Belajar adalah perubahan yang relatif permanen dalam perilaku atau potensi perilaku sebagai hasil dari pengalaman atau latihan yang diperkuat. Belajar merupakan akibat adanya interaksi antara stimulus dan respon. Seseorang dianggap telah belajar sesuatu jika dia dapat menunjukkan perubahan perilakunya. (id.wikipedia.org)
Dengan belajar, seseorang yang tadinya tidak tahu menjadi tahu, dari tidak bisa menjadi bisa. Kita perlu memperluas pemahaman tentang belajar tidak hanya pada pengetahuan yang bersifat konseptual, melainkan juga hal-hal yang menyangkut keterampilan serta sikap pribadi yang mempengaruhi perilaku seseorang.

Ada empat area yang disentuh berkenaan dengan belajar yaitu:
  1. Citra diri dan perkembangan kepribadian
  2. Latihan keterampilan hidup
  3. Cara berpikir atau pola pikir
  4. Kompetensi atau kemampuan yang bersifat akademik, fisik, dan artistik
  5. Rohani, yang menyangkut pengenalan seseorang terhadap Tuhan
Tony Buzan, seorang psikolog dari Inggris, mengatakan demikian; "Pada saat seorang anak dilahirkan, ia sebetulnya benar-benar brilian." Sebab itu, adalah salah jika orangtua beranggapan anaknya bodoh. Bila ia dikatakan bodoh, maka kemungkinan ia akan menjadi bodoh. Saran yang diberikan adalah agar anak mendapatkan sebanyak mungkin latihan fisik yang menggunakan tangan dan kaki seperti merangkak, memanjat, dan sebagainya. Orangtua perlu memberi kesempatan pada anak-anak untuk belajar dari kesalahan, yaitu melalui trial and error (coba-salah). Anak-anak suka bereksperimen, mencipta, dan mencari tahu cara bekerjanya sesuatu. Mereka juga suka pada tantangan. Sebab itu penting bagi orangtua untuk memperluas dunia anak mereka, tidak terbatas hanya di rumah saja.

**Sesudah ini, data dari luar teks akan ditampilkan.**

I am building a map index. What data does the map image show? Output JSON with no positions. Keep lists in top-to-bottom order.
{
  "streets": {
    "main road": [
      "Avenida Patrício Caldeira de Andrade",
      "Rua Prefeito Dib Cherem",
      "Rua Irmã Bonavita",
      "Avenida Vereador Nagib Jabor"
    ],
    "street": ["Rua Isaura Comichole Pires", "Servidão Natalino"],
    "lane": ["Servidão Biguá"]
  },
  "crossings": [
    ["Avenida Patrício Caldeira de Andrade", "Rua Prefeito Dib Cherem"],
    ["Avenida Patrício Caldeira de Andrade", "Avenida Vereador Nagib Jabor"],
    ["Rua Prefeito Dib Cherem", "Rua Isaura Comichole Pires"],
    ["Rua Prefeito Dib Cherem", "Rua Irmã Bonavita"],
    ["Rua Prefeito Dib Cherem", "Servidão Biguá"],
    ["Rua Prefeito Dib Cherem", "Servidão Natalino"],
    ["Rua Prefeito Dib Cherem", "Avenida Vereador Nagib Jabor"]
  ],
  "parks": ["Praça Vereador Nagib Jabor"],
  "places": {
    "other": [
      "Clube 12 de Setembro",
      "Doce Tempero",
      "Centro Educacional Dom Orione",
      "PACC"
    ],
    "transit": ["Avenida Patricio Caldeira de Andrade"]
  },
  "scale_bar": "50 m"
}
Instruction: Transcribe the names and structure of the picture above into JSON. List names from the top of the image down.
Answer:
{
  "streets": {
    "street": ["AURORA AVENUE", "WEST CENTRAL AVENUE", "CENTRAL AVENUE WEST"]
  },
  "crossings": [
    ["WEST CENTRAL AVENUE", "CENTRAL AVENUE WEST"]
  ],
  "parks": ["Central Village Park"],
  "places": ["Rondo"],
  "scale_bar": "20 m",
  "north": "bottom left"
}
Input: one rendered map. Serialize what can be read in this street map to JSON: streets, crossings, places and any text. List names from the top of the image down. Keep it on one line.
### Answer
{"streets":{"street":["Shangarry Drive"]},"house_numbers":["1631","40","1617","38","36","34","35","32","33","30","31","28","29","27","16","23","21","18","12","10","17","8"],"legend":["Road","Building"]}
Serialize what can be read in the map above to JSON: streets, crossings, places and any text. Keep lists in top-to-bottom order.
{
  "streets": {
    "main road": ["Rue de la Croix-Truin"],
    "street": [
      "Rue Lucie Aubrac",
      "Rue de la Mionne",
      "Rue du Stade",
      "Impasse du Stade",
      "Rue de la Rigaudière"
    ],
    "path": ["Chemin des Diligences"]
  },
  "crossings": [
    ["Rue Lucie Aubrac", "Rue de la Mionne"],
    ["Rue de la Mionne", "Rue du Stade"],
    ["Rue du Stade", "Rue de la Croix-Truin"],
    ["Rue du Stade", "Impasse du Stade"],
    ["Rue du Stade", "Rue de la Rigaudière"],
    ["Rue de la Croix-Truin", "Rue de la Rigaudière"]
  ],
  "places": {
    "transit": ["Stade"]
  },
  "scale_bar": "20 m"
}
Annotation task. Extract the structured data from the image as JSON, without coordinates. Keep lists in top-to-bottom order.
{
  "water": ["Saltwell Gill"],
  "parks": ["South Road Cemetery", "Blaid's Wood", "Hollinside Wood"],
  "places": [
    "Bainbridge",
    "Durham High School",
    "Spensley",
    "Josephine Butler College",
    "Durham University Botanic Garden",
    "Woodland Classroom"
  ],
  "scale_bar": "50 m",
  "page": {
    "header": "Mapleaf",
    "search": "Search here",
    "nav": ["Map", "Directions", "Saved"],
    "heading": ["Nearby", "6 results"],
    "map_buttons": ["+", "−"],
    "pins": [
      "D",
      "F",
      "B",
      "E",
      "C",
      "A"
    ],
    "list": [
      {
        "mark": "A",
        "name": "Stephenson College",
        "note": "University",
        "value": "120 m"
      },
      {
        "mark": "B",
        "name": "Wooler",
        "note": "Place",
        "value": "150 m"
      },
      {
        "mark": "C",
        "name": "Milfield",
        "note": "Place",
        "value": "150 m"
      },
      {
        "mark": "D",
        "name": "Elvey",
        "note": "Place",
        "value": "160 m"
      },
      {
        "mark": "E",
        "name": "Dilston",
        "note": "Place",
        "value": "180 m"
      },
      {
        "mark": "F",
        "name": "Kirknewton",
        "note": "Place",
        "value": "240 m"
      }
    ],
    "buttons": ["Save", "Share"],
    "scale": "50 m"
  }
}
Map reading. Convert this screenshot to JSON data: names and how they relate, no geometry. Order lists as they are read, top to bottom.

Anak-anak juga cenderung bertanya tentang segala hal yang tampak baru bagi mereka. Untuk itu dibutuhkan kesabaran orangtua untuk mendengarkan dan menjawab pertanyaan mereka. Karena rasa ingin tahu ini adalah hal yang sangat penting dalam proses belajar.
Ada orangtua yang beraksi dengan cara lain, yaitu dengan tidak menghiraukan atau mendiamkan anak, atau hanya menjawab seadanya agar anak segera berhenti bertanya. Sadar atau tidak, pola asuh orangtua mengajar memiliki andil dalam membentuk anak-anak kita menjadi aktif atau pasif.
Selain itu, anak juga banyak belajar dengan cara meniru orang dewasa. Mereka mencontoh orang dewasa dengan melihat dan mengamati, atau dengan mendengar. Saat anak mencontoh hal negatif, maka saat itu juga orangtua perlu memberi penjelasan tentang hal tersebut beserta dampaknya dan berusaha mengoreksinya.

Pembelajaran yang Menyenangkan
Istilah pembelajaran mengacu pada dua aktivitas yaitu mengajar dan belajar. Aktivitas mengajar berkaitan dengan apa yang dilakukan oleh orangtua dan aktivitas belajar berkaitan dengan anak. Hal ini seperti yang diungkap oleh Munib Chatib bahwa pembelajaran adalah proses transfer ilmu dua arah, antara orangtua sebagai pemberi informasi dan anak sebagai penerima informasi. Sementara Achjar Chalil mendefiniskan pembelajaran sebagai proses interaksi peserta didik dengan pengajar dan sumber belajar pada suatu lingkungan belajar. Sedangkan menurut Arief.S Sadiman pembelajaran adalah proses penyampaian pesan dari sumber pesan ke penerima pesan melalui saluran atau media tertentu (Arief S. Sadiman, dkk., 1990, hlm. 11).
 
Dari ketiga definisi tersebut dapat dipahami bahwa dalam pembelajaran memuat tiga unsur penting yaitu :
1. Proses yang direncanakan pengajar,
2. Sumber belajar,
3. Anak yang belajar.
 
Urgensi Pembelajaran yang Menyenangkan
Dalam keseluruhan proses pengajaran, pembelajaran merupakan aktivitas yang paling utama. Ini berarti bahwa keberhasilan pencapaian tujuan pengajaran banyak bergantung pada bagaimana proses pembelajaran dapat berlangsung secara efektif.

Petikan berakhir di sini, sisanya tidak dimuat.